- Directed by: William Clemens
- Screenplay by: Richard Weil Joel Malone
- Based on: Forty Whacks by Daniel Mainwaring
- Produced by: William Jacobs
- Starring: Jane Wyman Jerome Cowan Faye Emerson
- Cinematography: Henry Sharp
- Edited by: Doug Gould
- Music by: William Lava
- Production company: Warner Bros. Pictures
- Distributed by: Warner Bros. Pictures
- Release date: September 9, 1944;
- Running time: 72 minutes
- Country: United States
- Language: English

= Crime by Night =

1944 Hollywood crime film

Crime by Night is a 1944 American crime film directed by William Clemens starring Jane Wyman, Jerome Cowan and Faye Emerson.

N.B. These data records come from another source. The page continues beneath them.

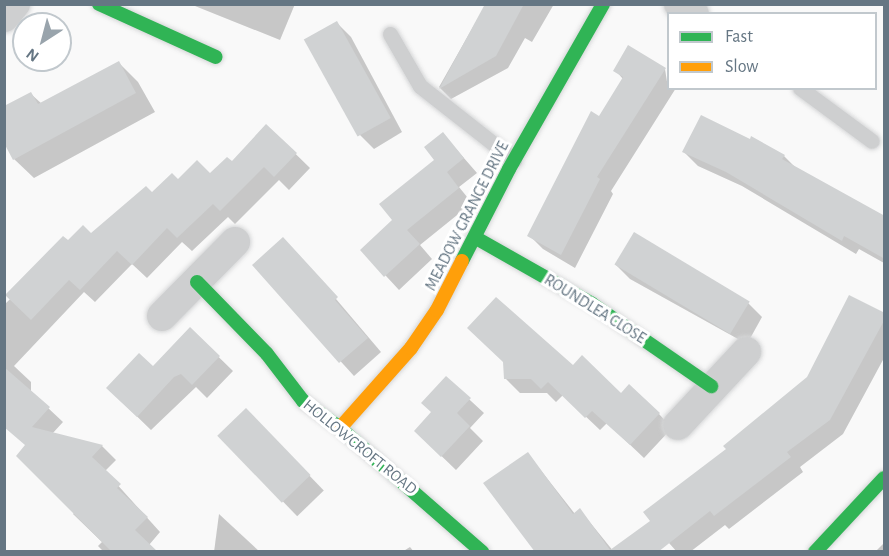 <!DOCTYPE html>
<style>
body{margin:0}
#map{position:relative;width:889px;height:556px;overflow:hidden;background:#f9f9f9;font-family:"Alegreya Sans",sans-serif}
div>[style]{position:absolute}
.shadow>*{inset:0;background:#0003;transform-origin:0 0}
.building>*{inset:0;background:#d0d2d3;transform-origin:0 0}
.roads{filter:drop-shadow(0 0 2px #d5d6d7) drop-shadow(0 0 2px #d5d6d7)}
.lane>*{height:15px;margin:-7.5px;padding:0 7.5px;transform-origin:7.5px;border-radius:7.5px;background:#cecfd0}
.street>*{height:30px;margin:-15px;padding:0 15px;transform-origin:15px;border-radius:15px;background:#cecfd0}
.fast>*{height:14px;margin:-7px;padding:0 7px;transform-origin:7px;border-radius:7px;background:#30b455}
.slow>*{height:14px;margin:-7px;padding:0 7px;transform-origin:7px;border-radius:7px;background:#ff9f0a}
span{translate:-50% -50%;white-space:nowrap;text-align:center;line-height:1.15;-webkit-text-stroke:6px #fff;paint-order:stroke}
.street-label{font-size:16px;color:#657683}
.frame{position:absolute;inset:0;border:6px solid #657683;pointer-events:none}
.legend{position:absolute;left:667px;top:12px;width:210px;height:78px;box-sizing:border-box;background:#fff;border:2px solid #c1c8cd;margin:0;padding:8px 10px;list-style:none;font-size:18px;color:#657683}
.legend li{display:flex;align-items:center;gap:12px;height:30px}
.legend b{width:30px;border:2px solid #c1c8cd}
.north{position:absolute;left:12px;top:12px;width:60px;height:60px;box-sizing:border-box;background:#fff;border:2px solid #c1c8cd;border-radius:50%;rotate:216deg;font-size:16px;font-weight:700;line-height:24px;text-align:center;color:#657683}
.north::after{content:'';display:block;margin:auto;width:21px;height:27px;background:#99a4ac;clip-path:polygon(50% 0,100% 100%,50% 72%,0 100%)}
</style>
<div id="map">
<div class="shadow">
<i style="clip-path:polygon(190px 4px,295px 4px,280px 40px)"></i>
<i style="clip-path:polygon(486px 4px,554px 4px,532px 42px,525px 38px,508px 68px,451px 99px,439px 87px)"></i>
<i style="clip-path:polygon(337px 23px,351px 37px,402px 132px,374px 149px,360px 135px)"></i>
<i style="clip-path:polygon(119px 63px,138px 82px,155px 112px,34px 178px,14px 159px,31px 94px,42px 104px)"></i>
<i style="clip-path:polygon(665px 69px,668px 88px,676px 88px,611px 191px,613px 194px,575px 268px,543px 249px,529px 235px,623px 79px,615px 70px)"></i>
<i style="clip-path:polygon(267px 126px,310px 168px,289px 190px,279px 180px,235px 224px,228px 217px,192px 251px,182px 242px,147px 278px,132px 264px,95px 302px,84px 292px,14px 366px,31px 382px,31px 392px,63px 422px,52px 434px,102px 446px,116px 460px,105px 471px,160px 532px,149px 545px,155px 552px,104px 552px,98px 546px,102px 542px,73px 514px,76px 511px,27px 446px,4px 425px,4px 305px,68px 243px,91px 235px,178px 181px,210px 175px,232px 163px)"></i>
<i style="clip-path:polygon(443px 134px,477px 173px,459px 187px,472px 203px,420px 245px,432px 259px,399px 290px,362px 250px,394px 220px,436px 160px)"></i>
<i style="clip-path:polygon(750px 141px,784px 156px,796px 168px,884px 218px,884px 263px,859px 249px,856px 254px,742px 186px,698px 166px,684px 152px)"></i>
<i style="clip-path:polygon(634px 234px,748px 303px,762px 317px,747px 344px,630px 279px,616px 265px)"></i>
<i style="clip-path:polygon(297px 253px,381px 352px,354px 376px,254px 266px)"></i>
<i style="clip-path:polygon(884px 315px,884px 358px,843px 434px,800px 467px,803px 472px,729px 529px,725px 525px,690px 552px,677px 552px,669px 543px,728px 449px)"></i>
<i style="clip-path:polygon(190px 329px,233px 371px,207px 398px,196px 387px,151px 430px,122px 402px)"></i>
<i style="clip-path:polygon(573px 367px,659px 414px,672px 428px,644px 458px,607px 423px,600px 430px,563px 395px,556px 402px,547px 393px,520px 393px,506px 379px)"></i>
<i style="clip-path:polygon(446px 378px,484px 413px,470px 428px,483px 441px,456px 470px,430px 445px,433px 413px)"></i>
<i style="left:246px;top:410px;width:112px;height:37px;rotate:46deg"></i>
<i style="clip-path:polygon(528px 454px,575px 514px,580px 510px,614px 552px,537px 552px)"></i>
<i style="clip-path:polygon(219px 514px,260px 552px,214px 552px)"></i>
<i style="clip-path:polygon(884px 543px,884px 552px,875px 552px)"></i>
<i style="clip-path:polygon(410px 547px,414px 552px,402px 552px)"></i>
</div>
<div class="building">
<i style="clip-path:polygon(485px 4px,524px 4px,496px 56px,439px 89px)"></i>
<i style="left:337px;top:21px;width:111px;height:38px;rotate:61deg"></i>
<i style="clip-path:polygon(628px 45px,666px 68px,597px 177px,600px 179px,561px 255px,527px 236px,591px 111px,599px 116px,623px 77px,613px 71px)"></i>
<i style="clip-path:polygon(119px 61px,136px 93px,13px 160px,4px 143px,4px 106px,31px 92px,38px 104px)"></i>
<i style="clip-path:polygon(701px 115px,750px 139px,751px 136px,785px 155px,782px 159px,885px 216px,885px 259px,844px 236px,842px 241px,726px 172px,682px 152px)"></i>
<i style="clip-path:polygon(266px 124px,297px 153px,274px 177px,264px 167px,220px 211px,213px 204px,177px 238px,167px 228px,132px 265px,117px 251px,80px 290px,69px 280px,31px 320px,5px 295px,63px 236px,68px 240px,83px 225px,91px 233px,146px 186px,152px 192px,172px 173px,178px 179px,197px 160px,210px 173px,227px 157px,232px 161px)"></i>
<i style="clip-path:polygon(443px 132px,464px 158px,447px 172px,459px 188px,407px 230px,420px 244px,384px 277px,360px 250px,392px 220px,379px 204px,434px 160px,424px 147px)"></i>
<i style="left:634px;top:232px;width:135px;height:38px;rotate:31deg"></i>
<i style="clip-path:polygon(283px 237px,338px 297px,335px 300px,368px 338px,339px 363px,252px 265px)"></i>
<i style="clip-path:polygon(849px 295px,885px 313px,885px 319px,830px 420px,787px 452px,791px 457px,714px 516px,710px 511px,658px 552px,535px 552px,483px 483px,528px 452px,573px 514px,580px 508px,610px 550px,650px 521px,643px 512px,726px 449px,723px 446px,807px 377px)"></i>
<i style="clip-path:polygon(496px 297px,573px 365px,582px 355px,621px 393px,629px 384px,660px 413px,630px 445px,592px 411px,585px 418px,548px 382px,541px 389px,531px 379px,504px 379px,503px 362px,467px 328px)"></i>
<i style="clip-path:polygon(190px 327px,220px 356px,192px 385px,181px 374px,174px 377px,137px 417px,106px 388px,139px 353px,153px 366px)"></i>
<i style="clip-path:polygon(4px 367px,50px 407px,32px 427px,103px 445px,92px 457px,121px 484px,117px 488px,148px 517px,135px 530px,158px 552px,112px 552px,16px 456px,25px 445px,4px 427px)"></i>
<i style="clip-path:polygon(446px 376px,471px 398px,457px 413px,470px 426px,441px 457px,414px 431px,431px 412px,421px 403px)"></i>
<i style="left:246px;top:408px;width:93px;height:40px;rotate:46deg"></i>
</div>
<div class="roads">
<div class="lane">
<i style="left:390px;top:34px;width:60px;rotate:60deg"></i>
<i style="left:420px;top:86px;width:120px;rotate:38.2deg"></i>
<i style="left:800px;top:88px;width:89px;rotate:36.4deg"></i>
</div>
<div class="street">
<i style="left:679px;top:4px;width:18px;rotate:34deg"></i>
<i style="left:4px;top:17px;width:17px;rotate:-50deg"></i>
<i style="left:162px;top:316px;width:104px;rotate:-45.4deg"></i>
<i style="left:678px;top:425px;width:100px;rotate:-47deg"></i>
</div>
<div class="fast">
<i style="left:99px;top:4px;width:128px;rotate:24.4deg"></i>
<i style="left:476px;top:238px;width:133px;rotate:29.6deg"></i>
<i style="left:592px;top:304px;width:145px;rotate:34.6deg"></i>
<i style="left:462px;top:261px;width:103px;rotate:-62.9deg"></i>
<i style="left:509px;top:169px;width:190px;rotate:-60.3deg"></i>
<i style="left:197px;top:282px;width:100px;rotate:45.8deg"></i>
<i style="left:267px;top:354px;width:59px;rotate:52.5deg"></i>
<i style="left:303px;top:401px;width:46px;rotate:36.1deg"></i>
<i style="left:340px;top:428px;width:189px;rotate:41.1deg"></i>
<i style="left:815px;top:552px;width:101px;rotate:-47deg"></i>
</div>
<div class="slow">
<i style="left:340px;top:428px;width:107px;rotate:-48.4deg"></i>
<i style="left:411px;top:348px;width:46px;rotate:-55.6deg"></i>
<i style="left:437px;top:310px;width:55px;rotate:-63deg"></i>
</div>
</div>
<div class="street-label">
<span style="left:467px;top:216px;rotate:-63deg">MEADOW GRANGE DRIVE</span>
<span style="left:595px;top:309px;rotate:32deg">ROUNDLEA CLOSE</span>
<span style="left:360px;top:447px;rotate:39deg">HOLLOWCROFT ROAD</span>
</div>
<div class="frame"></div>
<ul class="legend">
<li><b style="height:8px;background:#30b455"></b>Fast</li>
<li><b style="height:8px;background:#ff9f0a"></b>Slow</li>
</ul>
<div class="north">N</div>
</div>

It tells the story of Sam Campbell (Jerome Cowan) and his secretary Robbie Vance (Jane Wyman), who take a vacation and uncover a murder.

==Plot==
Larry Borden's career as a concert pianist ends when a dispute with wealthy father-in-law Harvey Carr winds up with Larry's hand being chopped off by an ax. Carr is found dead from a blow by an ax, and Larry is sure to be the prime suspect. He hires New York detective Sam Campbell and his secretary-partner Robbie Vance. Harvey's daughter (and Larry's ex-wife), Irene, also turns up, along with another dead body, the estate's handyman.

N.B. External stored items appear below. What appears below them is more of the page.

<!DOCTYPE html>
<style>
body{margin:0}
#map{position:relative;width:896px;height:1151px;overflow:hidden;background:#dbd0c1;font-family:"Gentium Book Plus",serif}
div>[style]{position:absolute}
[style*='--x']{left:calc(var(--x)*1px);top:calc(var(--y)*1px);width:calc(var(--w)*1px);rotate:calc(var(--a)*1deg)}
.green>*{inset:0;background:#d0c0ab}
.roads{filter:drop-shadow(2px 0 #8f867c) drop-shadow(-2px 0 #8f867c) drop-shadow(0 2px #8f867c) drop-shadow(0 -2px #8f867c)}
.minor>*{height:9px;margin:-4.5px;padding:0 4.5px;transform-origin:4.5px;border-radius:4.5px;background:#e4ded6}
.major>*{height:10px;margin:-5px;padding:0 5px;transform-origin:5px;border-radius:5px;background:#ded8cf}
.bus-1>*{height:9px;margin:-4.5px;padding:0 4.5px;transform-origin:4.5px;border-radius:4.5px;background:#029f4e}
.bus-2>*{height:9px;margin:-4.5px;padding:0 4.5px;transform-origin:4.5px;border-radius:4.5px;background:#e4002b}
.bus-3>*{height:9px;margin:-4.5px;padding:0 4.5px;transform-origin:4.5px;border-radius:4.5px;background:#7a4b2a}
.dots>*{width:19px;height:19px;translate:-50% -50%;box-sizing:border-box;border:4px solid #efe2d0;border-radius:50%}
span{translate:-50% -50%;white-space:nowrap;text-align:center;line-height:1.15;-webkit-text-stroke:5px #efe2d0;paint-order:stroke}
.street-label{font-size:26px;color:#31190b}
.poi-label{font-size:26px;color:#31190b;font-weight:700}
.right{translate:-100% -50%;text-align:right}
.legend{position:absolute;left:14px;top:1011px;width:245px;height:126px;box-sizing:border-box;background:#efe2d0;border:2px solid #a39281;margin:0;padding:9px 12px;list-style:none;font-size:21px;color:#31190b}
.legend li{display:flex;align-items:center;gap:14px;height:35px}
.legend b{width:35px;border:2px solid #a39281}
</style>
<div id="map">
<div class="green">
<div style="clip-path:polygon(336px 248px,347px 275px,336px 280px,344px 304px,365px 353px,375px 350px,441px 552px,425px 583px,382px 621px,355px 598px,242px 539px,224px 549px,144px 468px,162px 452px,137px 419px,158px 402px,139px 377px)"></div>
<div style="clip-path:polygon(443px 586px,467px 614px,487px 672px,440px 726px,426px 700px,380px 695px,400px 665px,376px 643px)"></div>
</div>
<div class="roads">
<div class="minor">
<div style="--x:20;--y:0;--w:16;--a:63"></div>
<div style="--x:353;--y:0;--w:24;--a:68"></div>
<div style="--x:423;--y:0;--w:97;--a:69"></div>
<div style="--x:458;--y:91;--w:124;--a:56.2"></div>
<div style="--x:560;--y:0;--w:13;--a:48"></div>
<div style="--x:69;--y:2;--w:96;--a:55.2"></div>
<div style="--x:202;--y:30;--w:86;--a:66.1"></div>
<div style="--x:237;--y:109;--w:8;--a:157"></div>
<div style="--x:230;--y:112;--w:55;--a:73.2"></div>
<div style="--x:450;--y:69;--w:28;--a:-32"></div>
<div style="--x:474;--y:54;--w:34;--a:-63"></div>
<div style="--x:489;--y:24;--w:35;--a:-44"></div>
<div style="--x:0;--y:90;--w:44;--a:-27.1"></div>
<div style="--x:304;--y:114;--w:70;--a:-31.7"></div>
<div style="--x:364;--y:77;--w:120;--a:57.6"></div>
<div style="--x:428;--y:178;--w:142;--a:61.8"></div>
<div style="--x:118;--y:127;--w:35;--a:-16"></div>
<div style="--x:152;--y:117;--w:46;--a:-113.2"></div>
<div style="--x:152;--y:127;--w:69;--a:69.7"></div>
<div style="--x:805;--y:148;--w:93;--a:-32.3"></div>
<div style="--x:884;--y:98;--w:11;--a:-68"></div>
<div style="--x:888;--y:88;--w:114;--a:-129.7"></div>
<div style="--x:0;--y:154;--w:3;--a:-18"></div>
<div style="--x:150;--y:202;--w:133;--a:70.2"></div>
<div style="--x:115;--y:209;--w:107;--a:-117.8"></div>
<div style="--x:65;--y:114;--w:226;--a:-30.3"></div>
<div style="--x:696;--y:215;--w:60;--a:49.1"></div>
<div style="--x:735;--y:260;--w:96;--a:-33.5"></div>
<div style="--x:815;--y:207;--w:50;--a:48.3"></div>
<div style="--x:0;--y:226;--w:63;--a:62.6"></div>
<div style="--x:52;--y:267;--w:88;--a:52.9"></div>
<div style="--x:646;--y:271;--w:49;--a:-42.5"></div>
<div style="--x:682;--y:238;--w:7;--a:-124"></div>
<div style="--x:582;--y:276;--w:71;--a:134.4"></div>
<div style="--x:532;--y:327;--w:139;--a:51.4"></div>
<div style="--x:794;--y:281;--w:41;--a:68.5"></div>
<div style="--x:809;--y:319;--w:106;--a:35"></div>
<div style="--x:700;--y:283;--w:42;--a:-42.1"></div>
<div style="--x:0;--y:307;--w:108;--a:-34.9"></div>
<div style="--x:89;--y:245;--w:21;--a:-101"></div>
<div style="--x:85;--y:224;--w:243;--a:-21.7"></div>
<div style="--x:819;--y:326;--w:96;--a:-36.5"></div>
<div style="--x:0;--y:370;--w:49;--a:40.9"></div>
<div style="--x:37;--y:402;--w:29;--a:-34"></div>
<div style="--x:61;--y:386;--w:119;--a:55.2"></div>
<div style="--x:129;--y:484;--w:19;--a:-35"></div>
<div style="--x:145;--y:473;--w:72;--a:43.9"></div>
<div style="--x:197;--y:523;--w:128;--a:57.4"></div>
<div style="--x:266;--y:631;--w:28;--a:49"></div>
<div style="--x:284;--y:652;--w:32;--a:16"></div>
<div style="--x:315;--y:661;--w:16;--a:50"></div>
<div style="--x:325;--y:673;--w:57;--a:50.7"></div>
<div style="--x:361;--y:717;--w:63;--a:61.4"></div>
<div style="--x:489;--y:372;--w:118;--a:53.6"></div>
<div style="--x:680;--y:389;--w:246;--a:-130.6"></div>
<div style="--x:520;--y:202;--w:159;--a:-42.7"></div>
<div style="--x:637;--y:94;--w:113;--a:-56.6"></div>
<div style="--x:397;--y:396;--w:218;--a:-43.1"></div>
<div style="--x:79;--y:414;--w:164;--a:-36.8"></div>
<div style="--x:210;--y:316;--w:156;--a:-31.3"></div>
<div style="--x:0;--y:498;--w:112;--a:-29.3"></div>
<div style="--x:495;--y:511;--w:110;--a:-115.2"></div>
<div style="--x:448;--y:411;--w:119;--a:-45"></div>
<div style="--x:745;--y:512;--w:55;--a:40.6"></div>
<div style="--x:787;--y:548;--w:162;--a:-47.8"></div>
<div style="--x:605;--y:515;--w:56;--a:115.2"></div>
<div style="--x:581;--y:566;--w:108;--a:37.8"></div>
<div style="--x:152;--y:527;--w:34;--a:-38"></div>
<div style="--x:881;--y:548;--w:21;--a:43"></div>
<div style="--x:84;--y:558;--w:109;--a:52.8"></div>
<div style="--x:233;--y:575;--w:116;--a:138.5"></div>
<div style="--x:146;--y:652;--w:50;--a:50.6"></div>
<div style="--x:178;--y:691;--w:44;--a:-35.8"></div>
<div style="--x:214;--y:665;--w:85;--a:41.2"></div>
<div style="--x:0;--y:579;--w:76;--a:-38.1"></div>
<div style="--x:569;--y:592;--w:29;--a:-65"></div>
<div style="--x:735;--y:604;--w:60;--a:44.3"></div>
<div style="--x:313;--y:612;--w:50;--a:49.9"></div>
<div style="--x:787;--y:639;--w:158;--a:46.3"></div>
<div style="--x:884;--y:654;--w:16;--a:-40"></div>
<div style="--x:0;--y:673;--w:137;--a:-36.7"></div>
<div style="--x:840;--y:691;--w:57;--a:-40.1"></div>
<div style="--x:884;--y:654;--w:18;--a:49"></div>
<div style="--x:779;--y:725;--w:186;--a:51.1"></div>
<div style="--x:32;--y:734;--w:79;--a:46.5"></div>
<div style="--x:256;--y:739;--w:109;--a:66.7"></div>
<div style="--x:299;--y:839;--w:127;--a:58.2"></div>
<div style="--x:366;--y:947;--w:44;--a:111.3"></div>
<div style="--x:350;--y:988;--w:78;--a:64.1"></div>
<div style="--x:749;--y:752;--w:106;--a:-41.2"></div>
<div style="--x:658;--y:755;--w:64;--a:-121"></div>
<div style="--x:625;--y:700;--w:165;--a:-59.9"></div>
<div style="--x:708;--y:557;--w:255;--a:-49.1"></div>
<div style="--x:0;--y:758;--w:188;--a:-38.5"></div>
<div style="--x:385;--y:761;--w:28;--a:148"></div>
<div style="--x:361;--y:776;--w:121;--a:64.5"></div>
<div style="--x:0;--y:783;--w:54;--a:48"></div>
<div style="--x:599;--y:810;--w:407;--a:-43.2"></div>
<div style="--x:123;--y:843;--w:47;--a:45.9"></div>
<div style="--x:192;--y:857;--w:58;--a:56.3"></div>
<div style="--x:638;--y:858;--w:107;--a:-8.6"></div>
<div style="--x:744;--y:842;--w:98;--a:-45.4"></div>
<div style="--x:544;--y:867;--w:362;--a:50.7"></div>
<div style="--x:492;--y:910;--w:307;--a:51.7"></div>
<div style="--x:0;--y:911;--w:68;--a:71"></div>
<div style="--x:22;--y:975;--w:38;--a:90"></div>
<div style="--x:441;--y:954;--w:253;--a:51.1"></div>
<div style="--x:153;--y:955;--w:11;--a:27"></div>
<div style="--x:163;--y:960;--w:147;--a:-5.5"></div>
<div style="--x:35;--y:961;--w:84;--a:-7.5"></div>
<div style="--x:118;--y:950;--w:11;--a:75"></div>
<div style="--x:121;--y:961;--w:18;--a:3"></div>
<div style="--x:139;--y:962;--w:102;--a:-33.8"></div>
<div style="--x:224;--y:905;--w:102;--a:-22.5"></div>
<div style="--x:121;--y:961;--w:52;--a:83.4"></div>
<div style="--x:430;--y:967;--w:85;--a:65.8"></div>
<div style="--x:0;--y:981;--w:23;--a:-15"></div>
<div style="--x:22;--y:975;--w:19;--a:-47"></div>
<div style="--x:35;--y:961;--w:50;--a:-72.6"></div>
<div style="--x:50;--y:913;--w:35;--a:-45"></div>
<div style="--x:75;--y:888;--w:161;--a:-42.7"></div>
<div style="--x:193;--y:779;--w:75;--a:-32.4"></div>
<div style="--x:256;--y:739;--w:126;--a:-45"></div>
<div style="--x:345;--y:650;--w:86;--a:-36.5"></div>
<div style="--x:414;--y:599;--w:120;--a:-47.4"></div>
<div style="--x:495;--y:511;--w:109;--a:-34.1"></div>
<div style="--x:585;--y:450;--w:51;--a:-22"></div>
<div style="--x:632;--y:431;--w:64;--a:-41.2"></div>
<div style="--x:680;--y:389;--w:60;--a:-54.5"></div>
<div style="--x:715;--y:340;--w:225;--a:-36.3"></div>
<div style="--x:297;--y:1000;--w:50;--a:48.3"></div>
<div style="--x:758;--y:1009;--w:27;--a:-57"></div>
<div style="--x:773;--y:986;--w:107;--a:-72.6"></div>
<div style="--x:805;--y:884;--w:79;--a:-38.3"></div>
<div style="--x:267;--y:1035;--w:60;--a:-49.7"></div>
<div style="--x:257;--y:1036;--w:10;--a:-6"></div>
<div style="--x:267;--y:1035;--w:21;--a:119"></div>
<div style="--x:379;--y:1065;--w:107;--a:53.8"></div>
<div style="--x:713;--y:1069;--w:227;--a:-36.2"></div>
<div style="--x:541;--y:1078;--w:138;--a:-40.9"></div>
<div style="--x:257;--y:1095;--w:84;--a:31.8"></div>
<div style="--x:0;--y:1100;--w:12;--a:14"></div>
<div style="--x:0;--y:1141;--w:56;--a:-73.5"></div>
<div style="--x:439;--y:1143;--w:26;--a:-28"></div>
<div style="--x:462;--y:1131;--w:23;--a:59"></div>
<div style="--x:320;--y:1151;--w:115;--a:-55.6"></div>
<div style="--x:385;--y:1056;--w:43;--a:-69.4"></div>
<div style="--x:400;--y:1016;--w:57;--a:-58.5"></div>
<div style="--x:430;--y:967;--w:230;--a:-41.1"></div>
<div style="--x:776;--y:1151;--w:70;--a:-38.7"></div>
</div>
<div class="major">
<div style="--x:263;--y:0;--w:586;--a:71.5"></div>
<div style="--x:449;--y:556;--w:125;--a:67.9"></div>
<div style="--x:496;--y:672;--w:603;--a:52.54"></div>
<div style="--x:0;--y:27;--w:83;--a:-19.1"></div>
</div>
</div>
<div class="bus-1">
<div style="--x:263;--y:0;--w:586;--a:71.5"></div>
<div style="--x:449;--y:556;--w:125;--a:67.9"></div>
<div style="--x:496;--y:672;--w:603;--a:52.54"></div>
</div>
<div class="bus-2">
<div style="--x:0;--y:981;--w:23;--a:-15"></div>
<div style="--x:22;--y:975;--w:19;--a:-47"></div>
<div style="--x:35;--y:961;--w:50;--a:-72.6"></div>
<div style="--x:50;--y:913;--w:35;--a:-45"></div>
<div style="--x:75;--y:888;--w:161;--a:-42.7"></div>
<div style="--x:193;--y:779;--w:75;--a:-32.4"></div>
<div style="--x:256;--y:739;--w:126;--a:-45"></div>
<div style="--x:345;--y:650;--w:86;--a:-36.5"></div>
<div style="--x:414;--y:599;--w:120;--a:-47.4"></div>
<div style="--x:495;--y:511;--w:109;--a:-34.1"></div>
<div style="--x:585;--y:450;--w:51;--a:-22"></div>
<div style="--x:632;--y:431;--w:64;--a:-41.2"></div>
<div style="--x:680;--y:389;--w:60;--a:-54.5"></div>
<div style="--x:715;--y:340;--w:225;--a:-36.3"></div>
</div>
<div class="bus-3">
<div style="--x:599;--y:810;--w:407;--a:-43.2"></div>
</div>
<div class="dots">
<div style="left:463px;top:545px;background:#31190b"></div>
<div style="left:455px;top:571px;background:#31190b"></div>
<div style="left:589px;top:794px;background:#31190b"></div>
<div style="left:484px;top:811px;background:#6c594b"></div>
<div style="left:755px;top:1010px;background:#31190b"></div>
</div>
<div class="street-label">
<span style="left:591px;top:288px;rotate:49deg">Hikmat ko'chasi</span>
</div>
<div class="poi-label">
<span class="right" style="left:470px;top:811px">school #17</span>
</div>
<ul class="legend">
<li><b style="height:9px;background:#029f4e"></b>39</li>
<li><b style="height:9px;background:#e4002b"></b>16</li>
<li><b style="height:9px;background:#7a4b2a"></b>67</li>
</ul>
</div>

Irene is now engaged to Paul Goff, a singer, who has an agent, Ann Marlow. A theory develops that Carr's death involved a wartime spy ring and a chemical plant he owned, and Goff is implicated. Goff is the next murder victim, though. Sam and Robbie eventually deduce that Ann is the actual spy. They solve the case and save Larry, freeing them to return to New York.

==Cast==
- Jane Wyman as Robbie Vance
- Jerome Cowan as Sam Campbell
- Faye Emerson as Ann Marlow
- Charles Lang as Paul Goff
- Eleanor Parker as Irene Carr
- Stuart Crawford as Larry Borden
- Cy Kendall as Sheriff Max Ambers
- Charles C. Wilson as District Attorney Hyatt

==Production==
The film was based on the novel Forty Whacks by Geoffrey Homes. In December 1941 Warners announced they would film it as a vehicle for Humphrey Bogart instead of a sequel to The Maltese Falcon.